Britain's money managers agreed yesterday that the dollar's swift descent made no economic sense. They also agreed that they had no idea when the reversal they all expect will take place.
"Of course the dollar will turn around," one dealer said. "It's wildly oversold, but you win no prizes for being right in the long run if you roll up losses in the short."
The words and phrases used in the City, London's square-mile financial center, are "irrational" and "mob psychology." Butit takes a brave if not foolish dealer to stand up to the thundering herd. So speculators are performing their time-honored role, riding with the wave rather than damping it down.
Persons dealing in foreign exchange markets agree that President Carter can reserve the tide by unleashing his central bankers.
A short, sharp increase in interest rates, it is argued, would halt the plunge and restore confidence. The classic argument against this course is that more expensive, tighter money would produce a domestic slump in output and jobs.
The money men reply that this need not be so, provided that Washington acts to boost only short-term rates, perhaps 3 percent, and limits its action to a few weeks. This sort of medicine stopped the plunge in the pound two years ago.
The point is to drive up interest rates on 90-day treasury bills and other short-term credit instruments so high that holders of marks, francs, yen and the rest could not resist purchasing them. They would then have to convert their currencies into dollars and thus increase the demand.
British money men insist that it is West Germans and Swiss who have profited by speculating against the dollar. Managers here, say no bank is holding an "open" position at the end of the day, promising to sell at some future date, dollars it does not now own.
American banks here also insist they are "squared" each night, betting neither on a rise nor a fall an matching dollars assets with liabilities.

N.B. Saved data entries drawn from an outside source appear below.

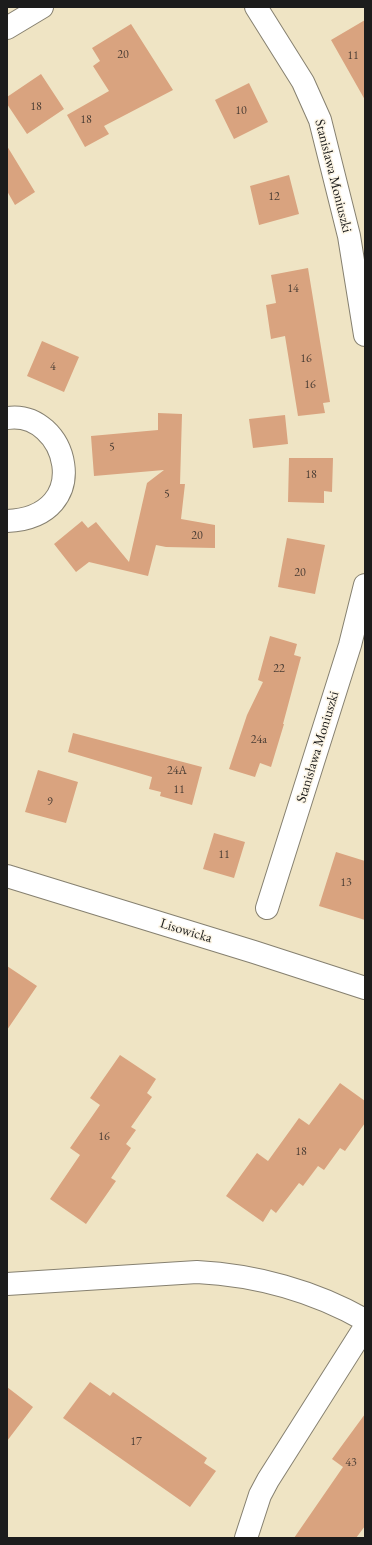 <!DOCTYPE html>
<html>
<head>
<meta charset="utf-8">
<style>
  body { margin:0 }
  #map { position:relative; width:372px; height:1545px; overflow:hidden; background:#efe4c4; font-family:"EB Garamond",serif }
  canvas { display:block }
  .frame { position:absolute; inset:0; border:8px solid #1c1c1c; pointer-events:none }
</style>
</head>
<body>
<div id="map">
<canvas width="372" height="1545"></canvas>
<div class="frame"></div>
</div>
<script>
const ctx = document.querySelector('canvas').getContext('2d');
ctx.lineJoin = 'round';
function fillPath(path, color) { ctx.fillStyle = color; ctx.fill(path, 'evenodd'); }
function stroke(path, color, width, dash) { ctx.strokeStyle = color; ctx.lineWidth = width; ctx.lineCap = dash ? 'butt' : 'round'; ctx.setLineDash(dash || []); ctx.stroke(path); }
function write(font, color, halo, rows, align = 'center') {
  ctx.font = font + ' "EB Garamond",serif'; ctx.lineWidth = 3; ctx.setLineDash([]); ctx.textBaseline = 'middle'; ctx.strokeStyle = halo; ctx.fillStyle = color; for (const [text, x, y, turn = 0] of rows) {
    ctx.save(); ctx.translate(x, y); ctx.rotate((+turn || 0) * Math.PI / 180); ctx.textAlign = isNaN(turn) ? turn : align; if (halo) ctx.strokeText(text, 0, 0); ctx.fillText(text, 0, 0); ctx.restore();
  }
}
fillPath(new Path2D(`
  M365,20V100L331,40Z
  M131,24L173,90L104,126L109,134L85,147L67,115L109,91L93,66L100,61L92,48Z
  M41,74L64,109L27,134L7,104V97Z
  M249,83L268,122L234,139L215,100Z
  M7,146L35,192L15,205L7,191Z
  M289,175L299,214L259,225L250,186Z
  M308,268L330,402L323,403L325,413L298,416L285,336L271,339L266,305L276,303L271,275Z
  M42,341L79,357L64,392L27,376Z
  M158,413L182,414L180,484H185L181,519L215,525V548L166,547L156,545L148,576L89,562L76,572L54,544L82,521L88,528L96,522L129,562L147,483L164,470L94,476L91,436L158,430Z
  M285,415L288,444L253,448L249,419Z
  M289,458H333L332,492L324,491V503L288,502Z
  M287,538L325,545L315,594L278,587Z
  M270,636L297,644L294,655L301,657L283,724H284L271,767L260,763L255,777L229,769L247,715L263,682L258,680Z
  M73,733L202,767L192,805L160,796L161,792L149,789L152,777L68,752Z
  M38,770L78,782L66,823L25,812Z
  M214,833L245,842L234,878L203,869Z
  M336,852L365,861V920L319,906Z
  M7,966L37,986L7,1030Z
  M120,1055L156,1079L147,1093L152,1097L131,1127L136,1130L126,1144L131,1148L111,1178L116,1181L86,1224L50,1199L80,1155L70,1148L100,1105L90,1098Z
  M340,1083L365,1101V1123L345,1151L340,1148L324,1170L318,1166L303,1186L299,1183L276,1213L271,1209L263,1222L226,1196L257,1153L268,1161L299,1118L309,1125Z
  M90,1382L110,1396L113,1392L207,1458L204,1463L216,1471L190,1507L63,1418Z
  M7,1387L33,1407L7,1441Z
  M365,1414V1526L356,1538H294L343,1467L332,1459Z`), '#d9a37f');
const minor = new Path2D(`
  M256,7L303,82L320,120L349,236L365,335
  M7,28L42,7
  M7,418C67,409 97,517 7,521
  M267,908L350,645L365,585
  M7,1284L197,1272C255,1275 314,1291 365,1320
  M246,1538L260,1495L268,1480L365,1327`);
const major = new Path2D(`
  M7,876L254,952L365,988`);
stroke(minor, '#868070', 24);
stroke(major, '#868070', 24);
stroke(minor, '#fff', 22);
stroke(major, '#fff', 22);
write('12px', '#4b3e35', null, [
  ["20",123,55],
  ["11",353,56],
  ["18",36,107],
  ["10",241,111],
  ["18",86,120],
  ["12",274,197],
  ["14",293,289],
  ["16",306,359],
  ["4",53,367],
  ["16",310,385],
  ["5",112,447],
  ["18",311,475],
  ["5",167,494],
  ["20",197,536],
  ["20",300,573],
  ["22",279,669],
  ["24a",259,740],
  ["24A",177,771],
  ["11",179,790],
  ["9",50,802],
  ["11",224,855],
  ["13",346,883],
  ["16",104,1137],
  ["18",301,1152],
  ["17",136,1442],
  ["43",351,1463]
]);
write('14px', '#1c1c1c', '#fcf5e5', [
  ["Stanisława Moniuszki",333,176,76],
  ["Stanisława Moniuszki",318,747,-73],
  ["Lisowicka",186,931,17]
]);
</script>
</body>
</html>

But such claims are always made, and only the central Bank of England - which is not saying - knows if they are true.
Large corporations, with daily cash inflows in the tens of millions inevitably are playing a role. Each night, money managers at Exxon or IBM, or Rhone-Poulence must decide in what currency they will hold the cash on the books.
Each day, they talk to one another on the telephone. If the prevailing word is: "The dollar is oversold but I can't afford to be caught with any," then all will dump dollars for "safer" currencies. Their apprehension tends to be self validating and the dollar falls some more.
Some measure of the corporations importance can be gleamed from the dollar's role in world trade. This is now running about $1 trillion a year, and three quarters of the contracts are denominated in dollars.
So buyers of goods delay their payments as long as possible, hoping it will cost them fewer marks, yen or pesos to meet their dollar debt. Sellers of goods well the dollar debt owed them as quickly as possible for fear that delay will cost them francs, lire or pound. Thus dollars are poured into the market and the foreign currencies held back.
This "leads and lags" effect alone can come to a month's worth of world trade, a depressant force on the dollar of $60 billion. The sum in turn dwafs the dollar's plunge. Another "fundamental" is the U.S. inflation rate. High as it is, it is still lower than that in many countries whose currencies are rising steeply against the dollar.
The money markets have already made it clear that they were unimpressed by President Carter's guidelines plan to curb inflation. The administration's own publicly expressed skepticism did not help increase confidence here.
But all hands agree that the president's plan is for the longer run at best. The falling dollar, it is now agreed, is the victim of short-run fears. That is why the money men insist the short-run measures like a brisk leap in short-term interest rates are the best medicine.
Meanwhile, the fear is that fear will continue to feed on itself forcing the dollar down further.